Foods with high sulfite content (>100 ppm) include dried fruits (with raisins and prunes as exceptions), bottled lemon or lime juice (but not frozen products), wine, molasses, grape juice (white or red, including rosé), and pickled cocktail onions, according to Belsito.

Identifying a Sulfite Allergy

„Most cases of allergic contact dermatitis occur at the site of allergen application,“ he stated in Medscape Medical News. Depending on the location of dermatitis, a detailed history of exposures, including cosmetics, topical medications, work-related materials, as well as foods and beverages, can help point towards a sulfite allergy, he suggested.

Given the diversity of potential clinical presentations and varied exposure to sulfites, Belsito’s advice for physicians is to routinely screen for sulfites and evaluate the many exposure possibilities when a patch test yields a positive result.

Belsito expressed that, in his opinion, further research on sulfites as allergens is not currently necessary; instead, sulfites like sodium metabisulfite/sodium disulfite should be included in all physicians‘ basic screening series, he recommended.

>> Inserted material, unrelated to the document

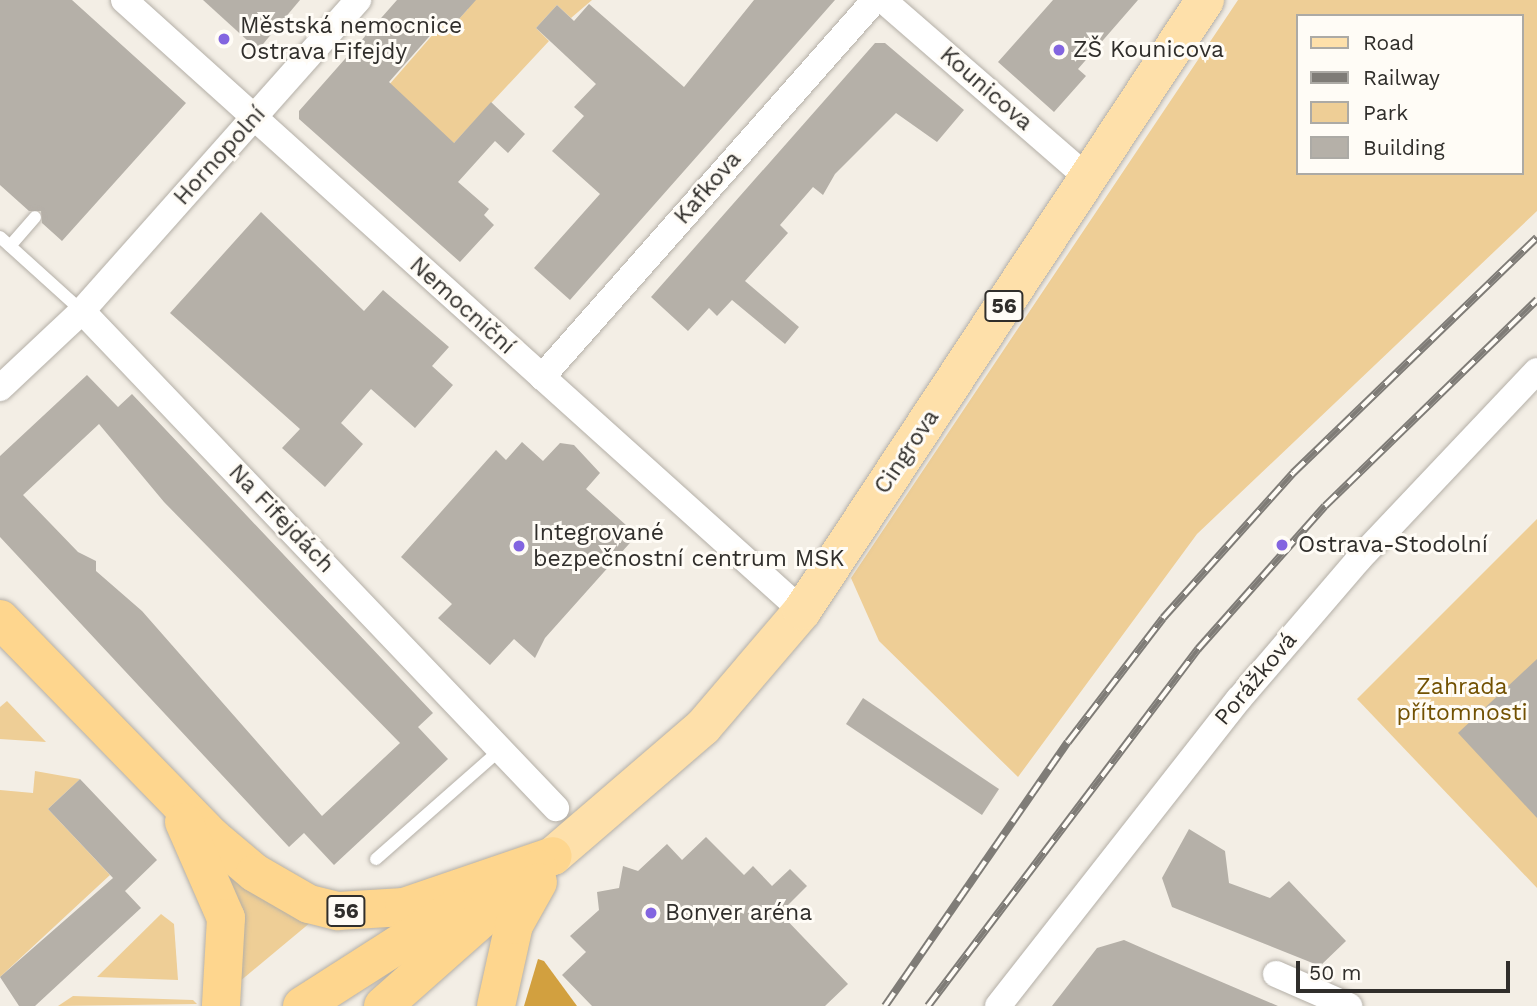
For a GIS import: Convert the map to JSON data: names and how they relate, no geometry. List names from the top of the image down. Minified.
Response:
{"streets":{"highway":["56"],"main road":["Cingrova"],"street":["Kounicova","Hornopolní","Kafkova","Nemocniční","Na Fifejdách","Porážková"]},"crossings":[["Kounicova","Cingrova"],["Hornopolní","Nemocniční"],["Hornopolní","Na Fifejdách"],["Kafkova","Nemocniční"],["Nemocniční","Cingrova"],["56","Cingrova"]],"parks":["Zahrada přítomnosti"],"places":["Městská nemocnice Ostrava Fifejdy","ZŠ Kounicova","Ostrava-Stodolní","Integrované bezpečnostní centrum MSK","Bonver aréna"],"legend":["Road","Railway","Park","Building"],"scale_bar":"50 m"}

In a recent issue of Dermatitis, sulfites were also named the Allergen of the Year. The authors, Samuel F. Ekstein, MS, and Erin M. Warshaw, MD, from the Department of Dermatology at Park Nicollet Health Services in Minneapolis, Minnesota, pointed out that the ACDS aimed to raise awareness of sulfites as a „significant allergen“ and called for their increased inclusion in screening patch test panels.

Patients with sulfite allergies can find alternative products on the ACDS CAMP (Contact Allergen Management Program) website, as noted by Warshaw in an interview.

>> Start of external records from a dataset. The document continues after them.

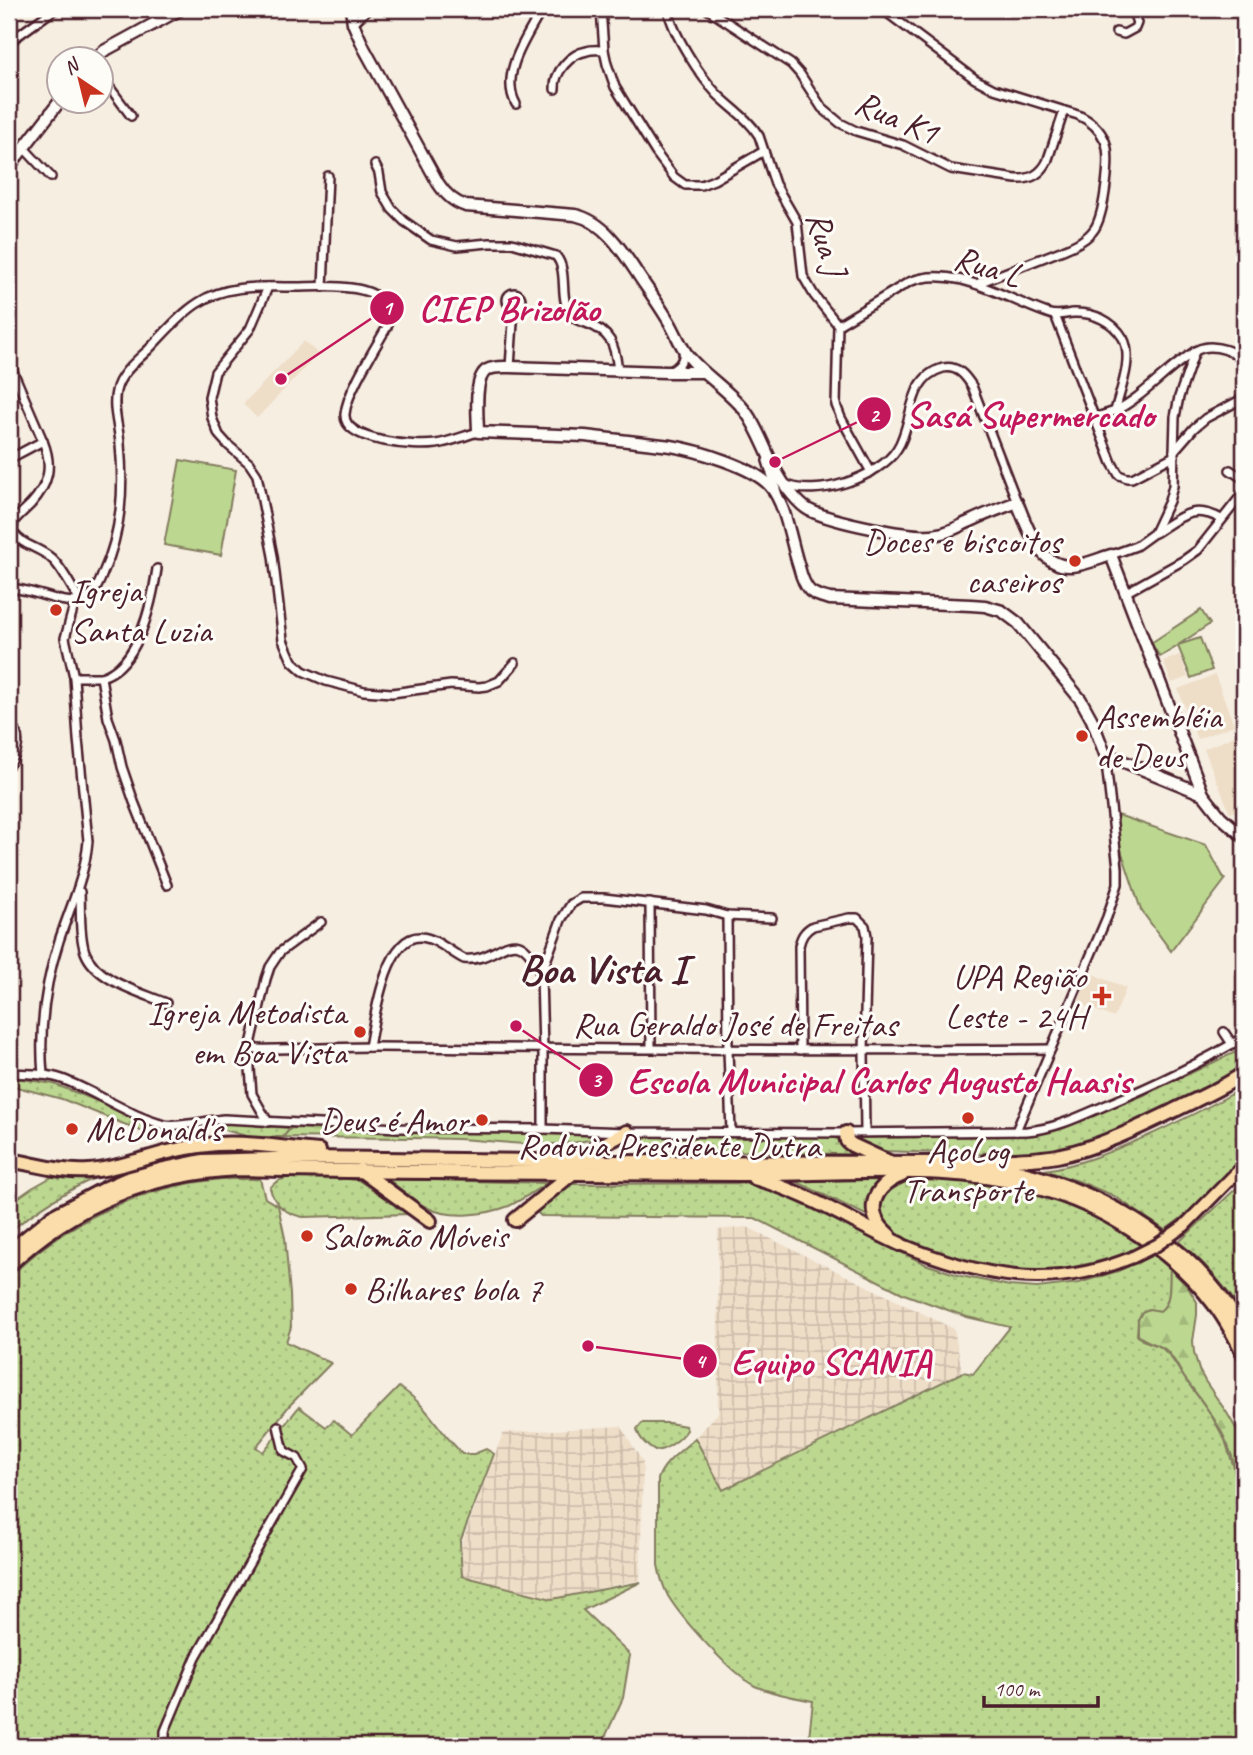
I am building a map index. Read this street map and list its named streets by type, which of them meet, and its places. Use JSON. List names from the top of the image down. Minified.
{"streets":{"highway":["Rodovia Presidente Dutra"],"street":["Rua K1","Rua J","Rua L","Rua Geraldo José de Freitas"]},"crossings":[["Rua K1","Rua L"],["Rua J","Rua L"]],"districts":["Boa Vista I"],"places":{"other":["CIEP Brizolão","Sasá Supermercado","Doces e biscoitos caseiros","Igreja Santa Luzia","Assembléia de Deus","Escola Municipal Carlos Augusto Haasis","Igreja Metodista em Boa Vista","AçoLog Transporte","Deus é Amor","McDonald's","Salomão Móveis","Bilhares bola 7","Equipo SCANIA"],"health":["UPA Região Leste - 24H"]},"scale_bar":"100 m","north":"top left"}
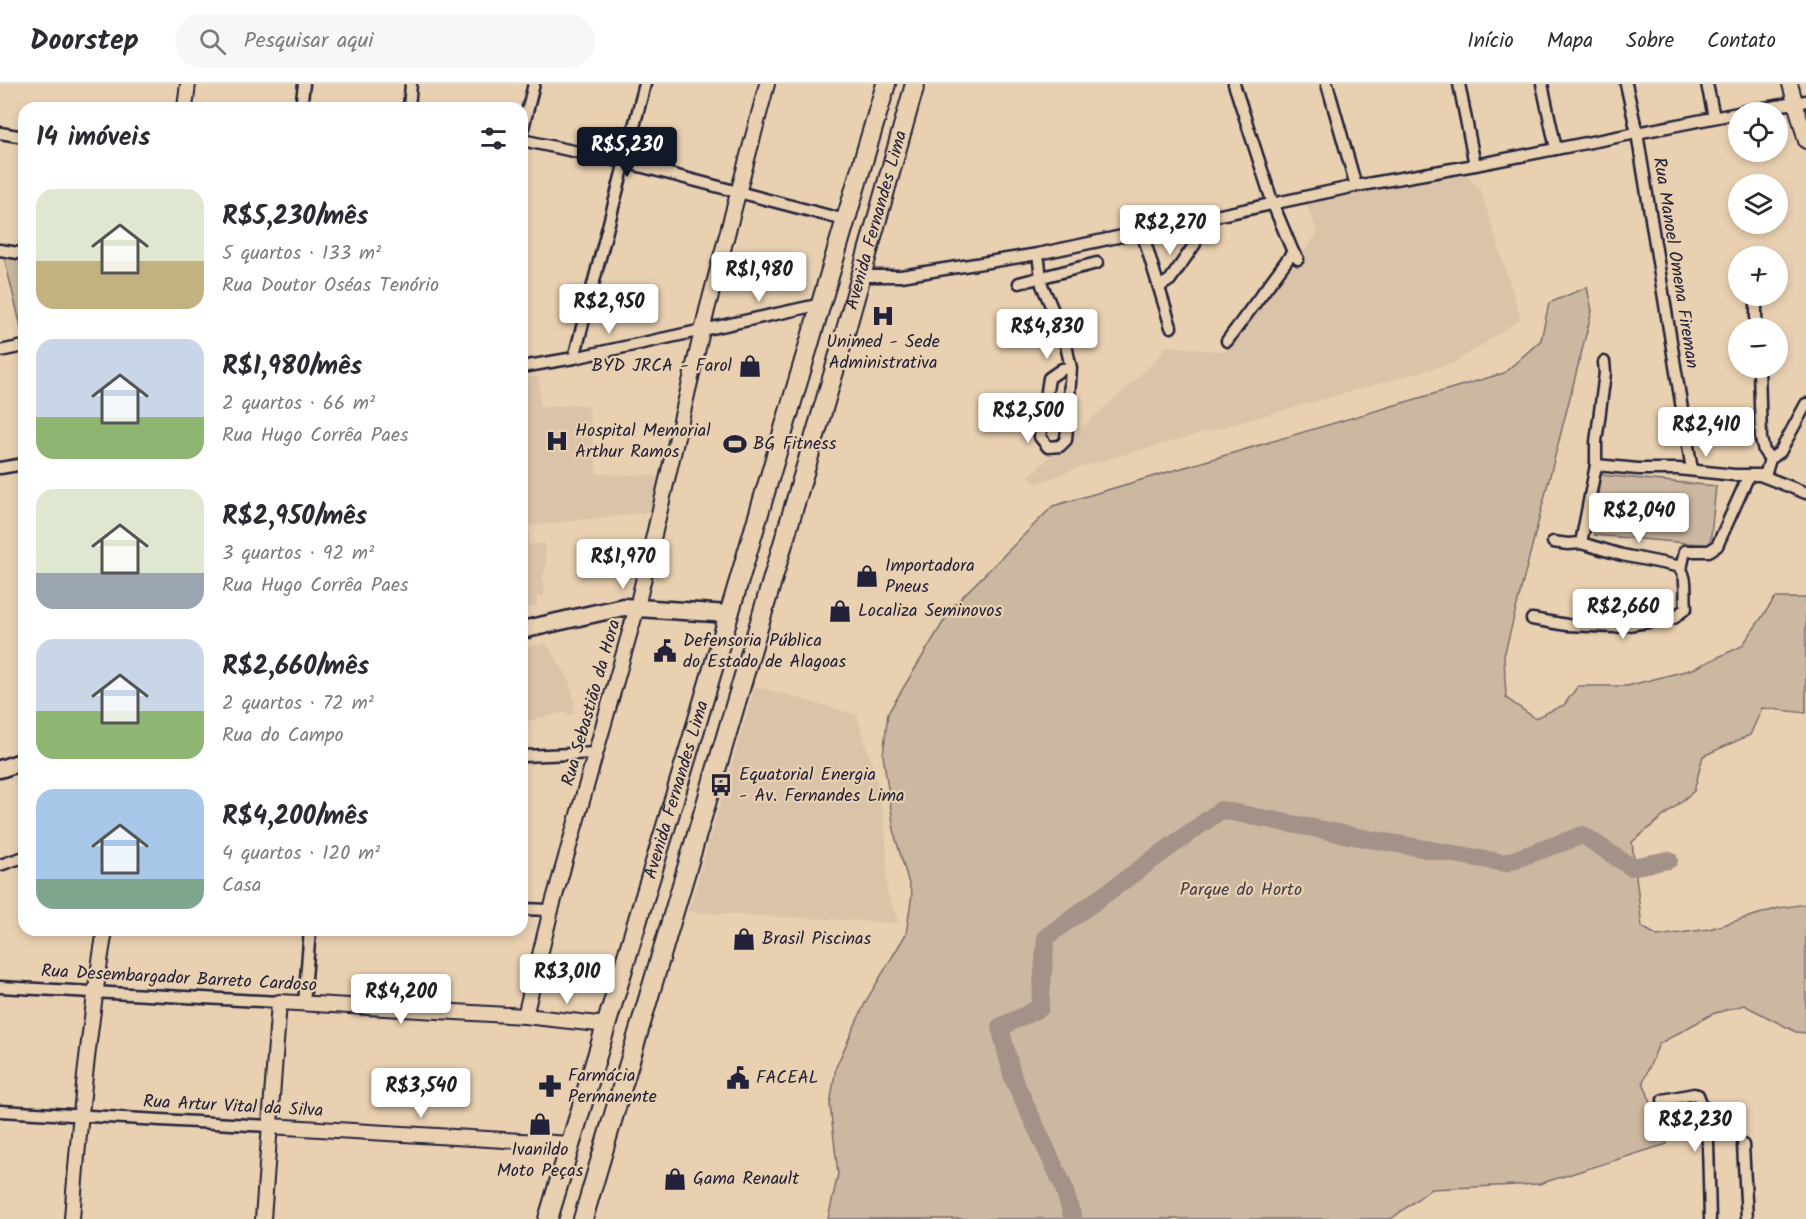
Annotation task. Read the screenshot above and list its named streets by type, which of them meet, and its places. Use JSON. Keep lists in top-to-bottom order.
{
  "streets": {
    "highway": ["Avenida Fernandes Lima"],
    "street": [
      "Rua Manoel Omena Fireman",
      "Rua Sebastião da Hora",
      "Rua Desembargador Barreto Cardoso",
      "Rua Artur Vital da Silva"
    ]
  },
  "crossings": [
    ["Avenida Fernandes Lima", "Rua Desembargador Barreto Cardoso"],
    ["Avenida Fernandes Lima", "Rua Artur Vital da Silva"],
    ["Rua Sebastião da Hora", "Rua Desembargador Barreto Cardoso"]
  ],
  "parks": ["Parque do Horto"],
  "places": {
    "hospital": ["Unimed - Sede Administrativa", "Hospital Memorial Arthur Ramos"],
    "shop": [
      "BYD JRCA - Farol",
      "Importadora Pneus",
      "Localiza Seminovos",
      "Brasil Piscinas",
      "Ivanildo Moto Peças",
      "Gama Renault"
    ],
    "sports": ["BG Fitness"],
    "public building": ["Defensoria Pública do Estado de Alagoas", "FACEAL"],
    "bus stop": ["Equatorial Energia - Av. Fernandes Lima"],
    "pharmacy": ["Farmácia Permanente"]
  },
  "page": {
    "header": "Doorstep",
    "search": "Pesquisar aqui",
    "nav": [
      "Início",
      "Mapa",
      "Sobre",
      "Contato"
    ],
    "map_buttons": ["+", "−"],
    "heading": "14 imóveis",
    "price": [
      "R$5,230",
      "R$2,270",
      "R$1,980",
      "R$2,950",
      "R$4,830",
      "R$2,500",
      "R$2,410",
      "R$2,040",
      "R$1,970",
      "R$2,660",
      "R$3,010",
      "R$4,200",
      "R$3,540",
      "R$2,230"
    ],
    "list": [
      {
        "name": "R$5,230/mês",
        "note": "5 quartos · 133 m² · Rua Doutor Oséas Tenório"
      },
      {
        "name": "R$1,980/mês",
        "note": "2 quartos · 66 m² · Rua Hugo Corrêa Paes"
      },
      {
        "name": "R$2,950/mês",
        "note": "3 quartos · 92 m² · Rua Hugo Corrêa Paes"
      },
      {
        "name": "R$2,660/mês",
        "note": "2 quartos · 72 m² · Rua do Campo"
      },
      {
        "name": "R$4,200/mês",
        "note": "4 quartos · 120 m² · Casa"
      }
    ]
  }
}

Warshaw also highlighted some instances of sulfites as allergens, particularly in healthcare settings. She described a patient presenting with dermatitis at a site where three hand orthopedic procedures had been performed previously.

„Although surgical cleansing agents were suspected, the patient reacted to sodium metabisulfite. Reviewing the contact agents in the operating room confirmed the use of sulfites as preservatives in an injectable anesthetic and antibiotic for wound irrigation,“ she stated. Another patient, treated for recurrent otitis externa and seborrheic dermatitis, was found to have an allergy to sulfites in an antibiotic suspension in the ear and in a ketoconazole cream product, she added.

In their paper, Warshaw and Ekstein advocated for the addition of sulfites to testing panels. While the NACDG included sodium metabisulfite in its series in 2017, sulfites are not part of the American Contact Dermatitis Core Series, they wrote. They also noted that sodium metabisulfite was included in the European baseline standard series after reviewing patch test reactivity and clinical relevance data for 2019-2020.

The ACDS meeting takes place annually on the day before the American Academy of Dermatology’s annual meeting.

Belsito had no financial conflicts to disclose. Warshaw had no financial conflicts to disclose.